As the National Council of Veteran Associations (representing 58 member-organizations) gathered for its annual meeting last week, association secretary general Brian Forbes says its focus was on the declared intention of the government that many federal budgets are to be potentially reduced and that substantial financial cuts will have to be exercised by individual departments, including Veterans Affairs Canada.
He says the NCVA has recently written the prime minister expressing its serious concerns in regard to this announcement, in that it would be highly unacceptable that any deficit reduction plan would conceivably include cuts to veterans’ benefits or administrative components of VAC programs.
“We also trust that these cuts will not be made on the backs of the Canadian veterans’ community, particularly given the fact that a number of Allied countries, in attempting to cope with current economic deficits, have exempted veterans’ benefits and services from their proposed austerity programs,” Forbes said in a Nov. 7 press release..
“NCVA has consistently pointed out that, although Canada’s traditional veterans are aging, VAC continues to have significant responsibility to the more than 150,000 veterans who served Canada during the Second World War and Korea,” Forbes said. “… It is also quite self-evident that extensive financial and human resources are required of the department due to the influx of disabled veterans returning from Afghanistan and earlier Canadian military missions. Given the physical, mental and psychological concerns confronting these returning veterans, the job of VAC will become more essential and intensive in order to address these multifaceted problems.

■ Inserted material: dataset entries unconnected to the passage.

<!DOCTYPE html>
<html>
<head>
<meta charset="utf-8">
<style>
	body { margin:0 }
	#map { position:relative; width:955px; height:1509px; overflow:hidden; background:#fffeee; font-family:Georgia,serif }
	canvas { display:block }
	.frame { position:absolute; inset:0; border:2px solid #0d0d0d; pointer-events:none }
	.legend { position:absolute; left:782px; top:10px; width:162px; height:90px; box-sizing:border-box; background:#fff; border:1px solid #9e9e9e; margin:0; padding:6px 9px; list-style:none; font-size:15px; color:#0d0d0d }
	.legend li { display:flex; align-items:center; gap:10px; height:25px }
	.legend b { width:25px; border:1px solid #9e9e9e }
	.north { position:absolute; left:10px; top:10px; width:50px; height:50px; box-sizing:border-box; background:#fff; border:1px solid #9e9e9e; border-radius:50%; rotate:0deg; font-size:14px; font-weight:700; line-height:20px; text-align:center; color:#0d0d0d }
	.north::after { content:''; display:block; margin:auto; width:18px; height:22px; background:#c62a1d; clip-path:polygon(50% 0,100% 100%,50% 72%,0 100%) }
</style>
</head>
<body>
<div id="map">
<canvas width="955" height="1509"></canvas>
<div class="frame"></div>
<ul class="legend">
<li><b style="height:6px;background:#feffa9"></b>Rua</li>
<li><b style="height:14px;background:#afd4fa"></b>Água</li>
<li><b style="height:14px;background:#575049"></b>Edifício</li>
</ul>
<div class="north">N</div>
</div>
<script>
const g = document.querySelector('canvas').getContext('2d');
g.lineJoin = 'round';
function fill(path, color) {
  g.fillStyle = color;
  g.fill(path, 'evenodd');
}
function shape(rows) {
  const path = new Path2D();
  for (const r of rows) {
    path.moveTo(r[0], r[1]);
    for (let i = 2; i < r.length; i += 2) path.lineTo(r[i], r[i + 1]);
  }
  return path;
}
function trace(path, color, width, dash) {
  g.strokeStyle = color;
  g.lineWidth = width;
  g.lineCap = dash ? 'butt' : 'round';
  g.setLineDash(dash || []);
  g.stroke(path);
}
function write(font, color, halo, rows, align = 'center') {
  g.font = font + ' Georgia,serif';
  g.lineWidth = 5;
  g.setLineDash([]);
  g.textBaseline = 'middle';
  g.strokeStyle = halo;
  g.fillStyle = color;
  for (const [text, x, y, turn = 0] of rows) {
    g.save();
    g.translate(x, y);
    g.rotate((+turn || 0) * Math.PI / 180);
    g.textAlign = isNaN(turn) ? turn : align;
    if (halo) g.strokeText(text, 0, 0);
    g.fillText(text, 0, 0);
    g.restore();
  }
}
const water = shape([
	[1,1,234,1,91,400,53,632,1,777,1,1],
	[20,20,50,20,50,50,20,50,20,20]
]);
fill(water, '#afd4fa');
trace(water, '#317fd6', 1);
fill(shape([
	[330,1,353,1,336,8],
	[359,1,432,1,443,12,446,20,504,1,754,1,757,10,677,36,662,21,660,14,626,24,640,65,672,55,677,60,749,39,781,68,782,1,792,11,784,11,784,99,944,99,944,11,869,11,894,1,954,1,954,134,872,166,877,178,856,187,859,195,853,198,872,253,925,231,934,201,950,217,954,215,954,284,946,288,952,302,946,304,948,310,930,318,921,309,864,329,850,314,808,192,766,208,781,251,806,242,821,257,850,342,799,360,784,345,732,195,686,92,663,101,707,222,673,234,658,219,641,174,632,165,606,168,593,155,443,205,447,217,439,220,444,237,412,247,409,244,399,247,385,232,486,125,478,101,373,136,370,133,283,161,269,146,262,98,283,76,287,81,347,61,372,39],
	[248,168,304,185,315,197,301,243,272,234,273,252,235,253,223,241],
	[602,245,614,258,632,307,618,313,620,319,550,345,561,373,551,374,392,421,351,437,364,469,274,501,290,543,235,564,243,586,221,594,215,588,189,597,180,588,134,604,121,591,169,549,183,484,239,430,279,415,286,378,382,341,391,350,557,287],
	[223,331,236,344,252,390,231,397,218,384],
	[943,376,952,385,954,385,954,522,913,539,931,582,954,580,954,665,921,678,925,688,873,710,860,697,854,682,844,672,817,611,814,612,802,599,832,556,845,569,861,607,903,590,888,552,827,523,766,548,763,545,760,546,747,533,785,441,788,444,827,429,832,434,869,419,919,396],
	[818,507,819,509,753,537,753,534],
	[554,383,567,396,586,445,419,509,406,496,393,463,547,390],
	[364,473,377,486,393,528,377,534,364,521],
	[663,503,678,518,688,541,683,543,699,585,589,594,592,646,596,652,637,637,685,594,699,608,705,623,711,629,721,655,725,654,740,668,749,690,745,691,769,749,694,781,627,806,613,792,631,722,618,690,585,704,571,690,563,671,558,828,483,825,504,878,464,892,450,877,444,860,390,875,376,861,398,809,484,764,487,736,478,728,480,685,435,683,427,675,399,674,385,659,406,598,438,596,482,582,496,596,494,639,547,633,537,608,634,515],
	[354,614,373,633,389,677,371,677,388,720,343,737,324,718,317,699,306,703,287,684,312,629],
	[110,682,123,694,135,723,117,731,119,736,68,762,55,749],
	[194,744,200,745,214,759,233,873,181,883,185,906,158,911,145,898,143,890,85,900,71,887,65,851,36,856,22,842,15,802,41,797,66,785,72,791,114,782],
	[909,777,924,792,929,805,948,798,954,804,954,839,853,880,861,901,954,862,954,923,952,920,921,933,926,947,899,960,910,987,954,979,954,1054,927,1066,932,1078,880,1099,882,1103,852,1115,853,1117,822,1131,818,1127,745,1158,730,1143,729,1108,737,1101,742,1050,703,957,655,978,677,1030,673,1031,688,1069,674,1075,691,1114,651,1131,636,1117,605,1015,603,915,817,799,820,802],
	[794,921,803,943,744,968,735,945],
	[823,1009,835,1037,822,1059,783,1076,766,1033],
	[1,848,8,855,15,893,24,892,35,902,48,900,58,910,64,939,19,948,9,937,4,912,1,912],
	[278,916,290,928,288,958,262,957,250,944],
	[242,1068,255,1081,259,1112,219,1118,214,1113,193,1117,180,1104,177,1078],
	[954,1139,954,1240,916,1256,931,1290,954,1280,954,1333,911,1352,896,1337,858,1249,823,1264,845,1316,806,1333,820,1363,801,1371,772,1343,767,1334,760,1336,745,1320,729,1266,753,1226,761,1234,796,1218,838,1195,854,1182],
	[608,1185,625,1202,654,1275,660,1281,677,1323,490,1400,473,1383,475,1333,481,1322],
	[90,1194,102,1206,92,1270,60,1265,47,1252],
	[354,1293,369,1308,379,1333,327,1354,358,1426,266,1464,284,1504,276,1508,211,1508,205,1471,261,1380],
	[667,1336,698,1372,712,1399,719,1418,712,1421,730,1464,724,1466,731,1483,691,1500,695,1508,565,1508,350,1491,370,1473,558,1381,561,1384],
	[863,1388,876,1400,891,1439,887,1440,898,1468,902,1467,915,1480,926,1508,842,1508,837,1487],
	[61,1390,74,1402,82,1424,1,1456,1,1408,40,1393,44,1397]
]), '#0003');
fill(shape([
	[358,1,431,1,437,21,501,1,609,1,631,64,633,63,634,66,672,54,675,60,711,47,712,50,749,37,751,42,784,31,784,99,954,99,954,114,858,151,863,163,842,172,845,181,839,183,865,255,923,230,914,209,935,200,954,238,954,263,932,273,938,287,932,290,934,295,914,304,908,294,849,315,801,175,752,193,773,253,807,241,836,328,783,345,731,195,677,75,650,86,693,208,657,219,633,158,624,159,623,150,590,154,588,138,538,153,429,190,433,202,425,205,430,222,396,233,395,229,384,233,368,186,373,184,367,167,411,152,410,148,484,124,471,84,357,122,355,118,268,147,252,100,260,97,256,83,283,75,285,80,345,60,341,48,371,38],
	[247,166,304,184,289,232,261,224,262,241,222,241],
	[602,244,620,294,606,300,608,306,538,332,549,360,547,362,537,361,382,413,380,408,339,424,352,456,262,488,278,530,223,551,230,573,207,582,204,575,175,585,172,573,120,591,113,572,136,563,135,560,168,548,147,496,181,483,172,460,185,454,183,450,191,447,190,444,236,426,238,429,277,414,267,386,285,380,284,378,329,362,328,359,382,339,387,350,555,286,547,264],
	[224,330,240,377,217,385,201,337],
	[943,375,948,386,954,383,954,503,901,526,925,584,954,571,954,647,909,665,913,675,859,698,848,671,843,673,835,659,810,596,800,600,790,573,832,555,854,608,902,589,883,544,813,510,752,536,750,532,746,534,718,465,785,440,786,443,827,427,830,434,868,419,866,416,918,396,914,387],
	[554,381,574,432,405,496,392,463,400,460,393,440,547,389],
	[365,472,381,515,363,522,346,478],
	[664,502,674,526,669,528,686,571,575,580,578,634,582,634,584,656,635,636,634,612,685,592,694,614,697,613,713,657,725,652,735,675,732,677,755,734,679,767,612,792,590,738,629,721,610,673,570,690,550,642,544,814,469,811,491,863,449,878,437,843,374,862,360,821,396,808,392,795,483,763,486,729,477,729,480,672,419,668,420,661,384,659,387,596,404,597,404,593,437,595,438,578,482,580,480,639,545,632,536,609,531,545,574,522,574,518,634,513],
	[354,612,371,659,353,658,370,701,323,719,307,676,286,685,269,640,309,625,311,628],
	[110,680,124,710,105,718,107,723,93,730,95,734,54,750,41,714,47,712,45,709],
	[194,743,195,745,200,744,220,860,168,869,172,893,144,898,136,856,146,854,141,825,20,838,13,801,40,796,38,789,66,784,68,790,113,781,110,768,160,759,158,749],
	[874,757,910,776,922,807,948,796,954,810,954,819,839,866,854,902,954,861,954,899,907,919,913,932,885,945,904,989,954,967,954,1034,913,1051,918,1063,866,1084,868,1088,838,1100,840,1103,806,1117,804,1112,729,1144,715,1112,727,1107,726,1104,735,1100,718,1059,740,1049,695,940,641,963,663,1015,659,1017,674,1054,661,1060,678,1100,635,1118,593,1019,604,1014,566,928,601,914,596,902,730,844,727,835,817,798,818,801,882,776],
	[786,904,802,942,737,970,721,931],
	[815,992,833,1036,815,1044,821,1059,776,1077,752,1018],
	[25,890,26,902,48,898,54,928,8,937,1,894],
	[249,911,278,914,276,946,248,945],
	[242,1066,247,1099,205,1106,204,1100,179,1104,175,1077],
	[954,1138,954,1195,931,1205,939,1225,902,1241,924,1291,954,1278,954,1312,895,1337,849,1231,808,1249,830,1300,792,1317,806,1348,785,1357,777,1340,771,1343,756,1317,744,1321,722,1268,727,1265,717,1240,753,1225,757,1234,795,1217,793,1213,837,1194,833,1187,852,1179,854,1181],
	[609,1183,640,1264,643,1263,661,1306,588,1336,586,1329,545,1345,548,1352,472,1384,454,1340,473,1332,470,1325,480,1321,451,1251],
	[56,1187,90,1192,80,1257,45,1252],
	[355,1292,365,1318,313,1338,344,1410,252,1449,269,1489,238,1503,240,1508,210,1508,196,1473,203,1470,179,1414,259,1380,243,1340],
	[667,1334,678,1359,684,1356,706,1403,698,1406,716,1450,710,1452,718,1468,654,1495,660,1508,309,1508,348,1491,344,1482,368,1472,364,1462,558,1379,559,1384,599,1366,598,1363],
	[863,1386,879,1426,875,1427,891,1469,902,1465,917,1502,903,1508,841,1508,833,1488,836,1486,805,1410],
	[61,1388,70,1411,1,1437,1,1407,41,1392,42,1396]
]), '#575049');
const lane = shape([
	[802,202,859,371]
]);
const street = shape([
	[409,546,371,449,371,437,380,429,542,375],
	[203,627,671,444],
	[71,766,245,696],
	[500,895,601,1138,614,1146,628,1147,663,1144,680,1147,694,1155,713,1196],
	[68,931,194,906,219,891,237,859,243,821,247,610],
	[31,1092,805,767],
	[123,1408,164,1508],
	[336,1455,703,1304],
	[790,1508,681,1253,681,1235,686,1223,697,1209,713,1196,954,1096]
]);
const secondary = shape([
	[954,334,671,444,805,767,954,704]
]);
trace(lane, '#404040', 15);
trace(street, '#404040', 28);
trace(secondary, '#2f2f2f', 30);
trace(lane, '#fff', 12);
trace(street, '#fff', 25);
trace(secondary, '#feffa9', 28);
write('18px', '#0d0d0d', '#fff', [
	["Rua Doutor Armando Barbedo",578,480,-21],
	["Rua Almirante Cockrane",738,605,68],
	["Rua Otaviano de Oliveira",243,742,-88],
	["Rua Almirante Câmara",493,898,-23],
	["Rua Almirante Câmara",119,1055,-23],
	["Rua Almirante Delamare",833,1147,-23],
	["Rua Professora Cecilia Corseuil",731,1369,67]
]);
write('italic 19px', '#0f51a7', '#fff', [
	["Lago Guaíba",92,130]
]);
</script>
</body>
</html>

It remains our view that VAC has an important and complex mandate and, indeed, is entering a significant phase. VAC currently administers two major pieces of legislation — the original Pension Act for the traditional veteran and the New Veterans Charter for the Modern Day Veteran. At the same time, health care benefits, veterans independence programs (VIP) and all of the related policies are administered by the department for all veterans and their families.
It is also a stark reality that should VAC’s budgetary capacity be impacted, the department will be unable to fund crucial legislative improvements in order to fulfil its ongoing commitments to the overall veterans’ community.
With reference to Traditional Veterans, there remain serious outstanding concerns as to the significant gaps in the VAC Long Term Care Program, inequities in the Last Post Fund/Veterans Burial Regulations and anomalies in the VIP programs for widows.
In relation to modern day veterans, the New Veterans Charter, considered a “living document” by veterans’ organizations, is currently an unfinished work in progress, Forbes said.
Among other things the NCVA advocates that the SISIP (Service Income Security Insurance Plan) long term disability program should be eliminated to remove the insurance culture constraints presently contained in the Charter.
The Earnings Loss Benefit should also be increased to 100 per cent of pre-release income and in relation to permanently incapacitated veterans, be paid for life (not terminated at 65, as is currently the case).